Task details: Since the copy must match the original, write out each record word for word, skipping only the pictures.

(Beginning of Task input)

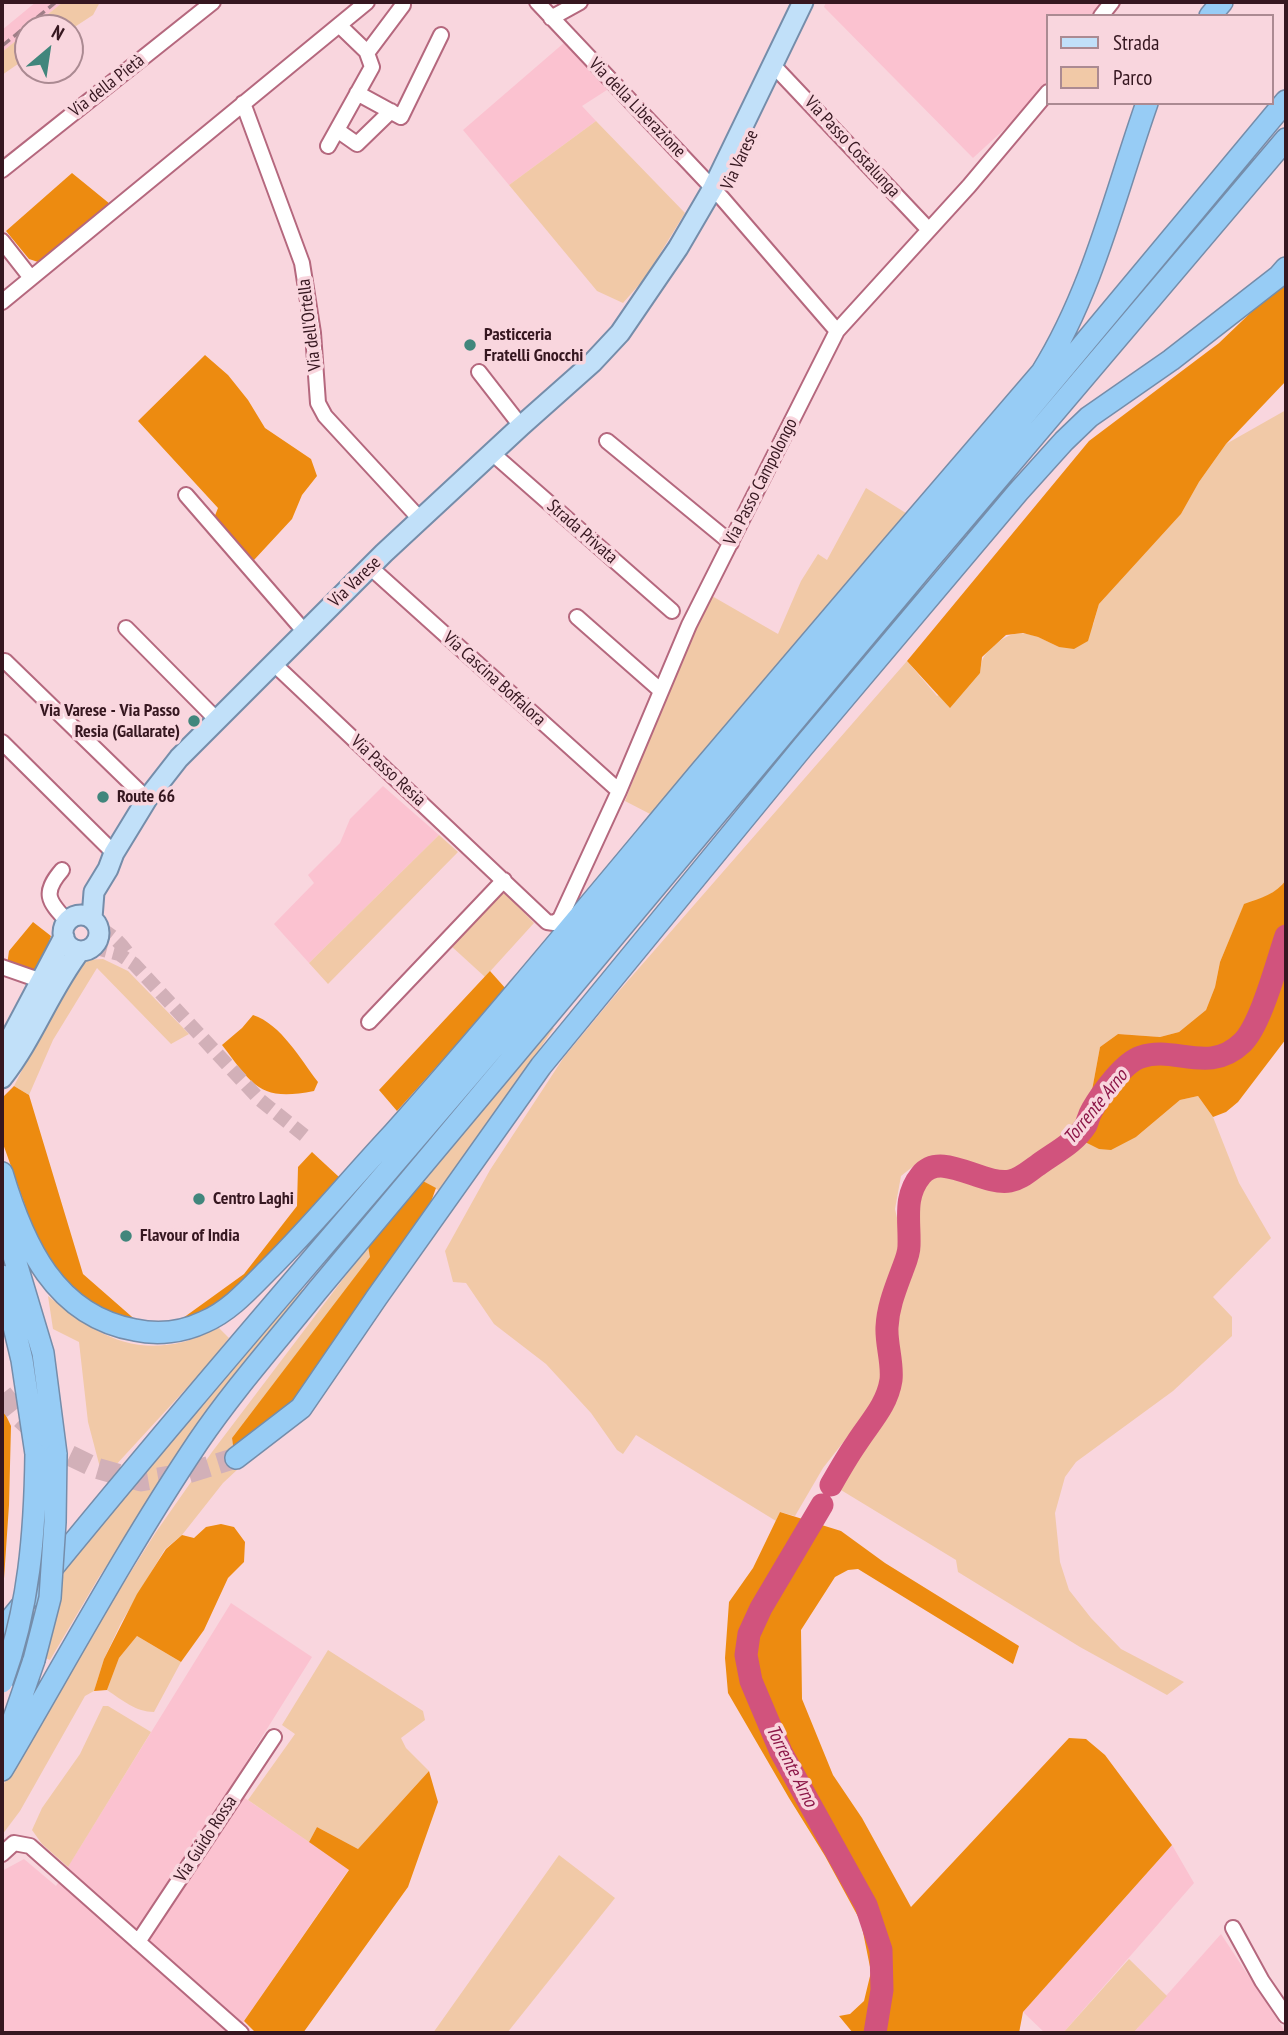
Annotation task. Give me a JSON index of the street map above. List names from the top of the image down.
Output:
{
  "streets": {
    "main road": ["Via Varese"],
    "street": [
      "Via della Pietà",
      "Via della Liberazione",
      "Via Passo Costalunga",
      "Via dell'Ortella",
      "Via Passo Campolongo",
      "Strada Privata",
      "Via Cascina Boffalora",
      "Via Passo Resia",
      "Via Guido Rossa"
    ]
  },
  "crossings": [
    ["Via della Liberazione", "Via Varese"],
    ["Via della Liberazione", "Via Passo Campolongo"],
    ["Via Passo Costalunga", "Via Varese"],
    ["Via Passo Costalunga", "Via Passo Campolongo"],
    ["Via Varese", "Via dell'Ortella"],
    ["Via Varese", "Strada Privata"],
    ["Via Varese", "Via Cascina Boffalora"],
    ["Via Varese", "Via Passo Resia"],
    ["Via Passo Campolongo", "Via Cascina Boffalora"],
    ["Via Passo Campolongo", "Via Passo Resia"]
  ],
  "water": ["Torrente Arno"],
  "places": [
    "Pasticceria Fratelli Gnocchi",
    "Via Varese - Via Passo Resia (Gallarate)",
    "Route 66",
    "Centro Laghi",
    "Flavour of India"
  ],
  "legend": ["Strada", "Parco"],
  "north": "top right"
}
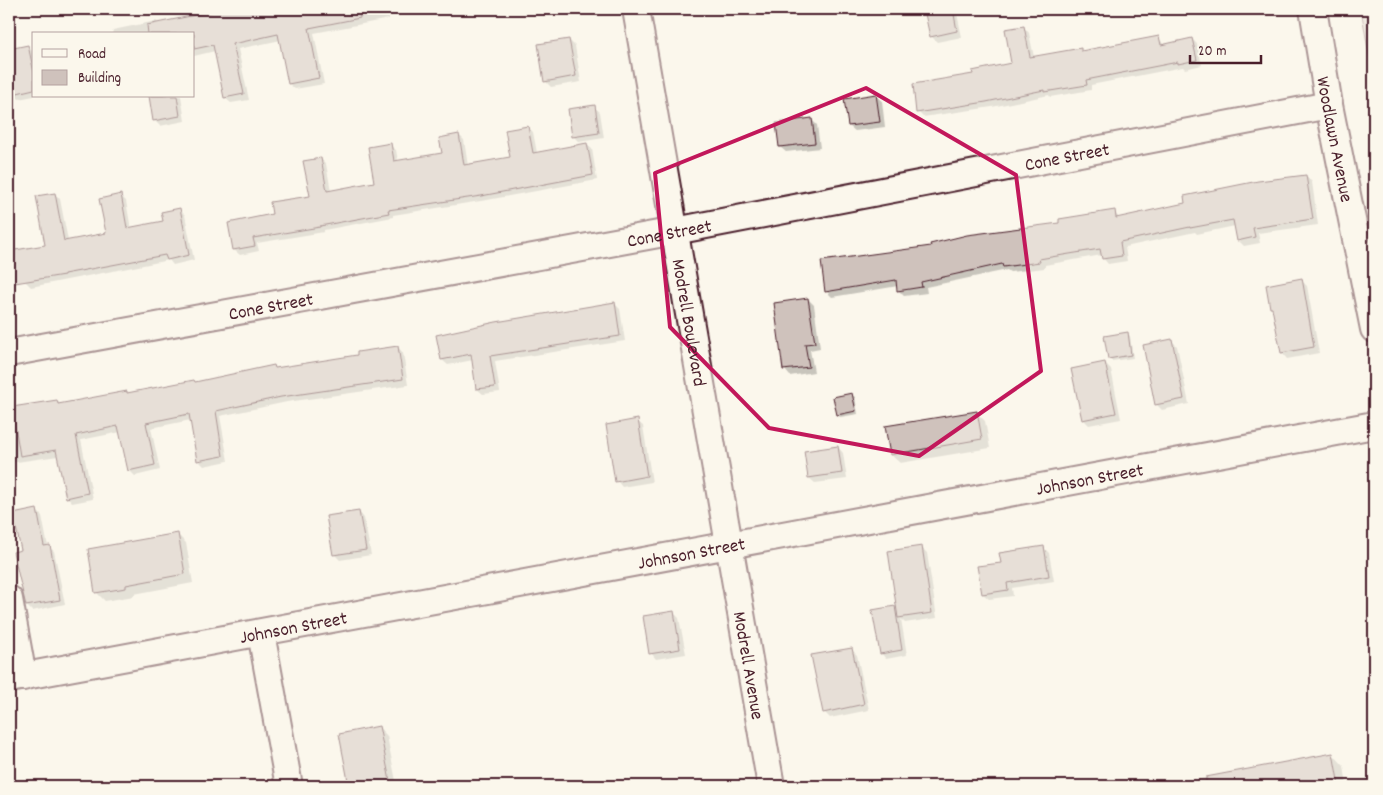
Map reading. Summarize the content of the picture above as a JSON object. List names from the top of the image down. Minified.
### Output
{"streets":{"street":["Woodlawn Avenue","Cone Street","Modrell Boulevard","Johnson Street","Modrell Avenue"]},"crossings":[["Woodlawn Avenue","Cone Street"],["Cone Street","Modrell Boulevard"],["Modrell Boulevard","Johnson Street"],["Modrell Boulevard","Modrell Avenue"],["Johnson Street","Modrell Avenue"]],"legend":["Road","Building"],"scale_bar":"20 m"}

(End of Task input)

Answer to this problem:
Annotation task. Give me a JSON index of the street map above. List names from the top of the image down.
Output:
{
  "streets": {
    "main road": ["Via Varese"],
    "street": [
      "Via della Pietà",
      "Via della Liberazione",
      "Via Passo Costalunga",
      "Via dell'Ortella",
      "Via Passo Campolongo",
      "Strada Privata",
      "Via Cascina Boffalora",
      "Via Passo Resia",
      "Via Guido Rossa"
    ]
  },
  "crossings": [
    ["Via della Liberazione", "Via Varese"],
    ["Via della Liberazione", "Via Passo Campolongo"],
    ["Via Passo Costalunga", "Via Varese"],
    ["Via Passo Costalunga", "Via Passo Campolongo"],
    ["Via Varese", "Via dell'Ortella"],
    ["Via Varese", "Strada Privata"],
    ["Via Varese", "Via Cascina Boffalora"],
    ["Via Varese", "Via Passo Resia"],
    ["Via Passo Campolongo", "Via Cascina Boffalora"],
    ["Via Passo Campolongo", "Via Passo Resia"]
  ],
  "water": ["Torrente Arno"],
  "places": [
    "Pasticceria Fratelli Gnocchi",
    "Via Varese - Via Passo Resia (Gallarate)",
    "Route 66",
    "Centro Laghi",
    "Flavour of India"
  ],
  "legend": ["Strada", "Parco"],
  "north": "top right"
}
Map reading. Summarize the content of the picture above as a JSON object. List names from the top of the image down. Minified.
### Output
{"streets":{"street":["Woodlawn Avenue","Cone Street","Modrell Boulevard","Johnson Street","Modrell Avenue"]},"crossings":[["Woodlawn Avenue","Cone Street"],["Cone Street","Modrell Boulevard"],["Modrell Boulevard","Johnson Street"],["Modrell Boulevard","Modrell Avenue"],["Johnson Street","Modrell Avenue"]],"legend":["Road","Building"],"scale_bar":"20 m"}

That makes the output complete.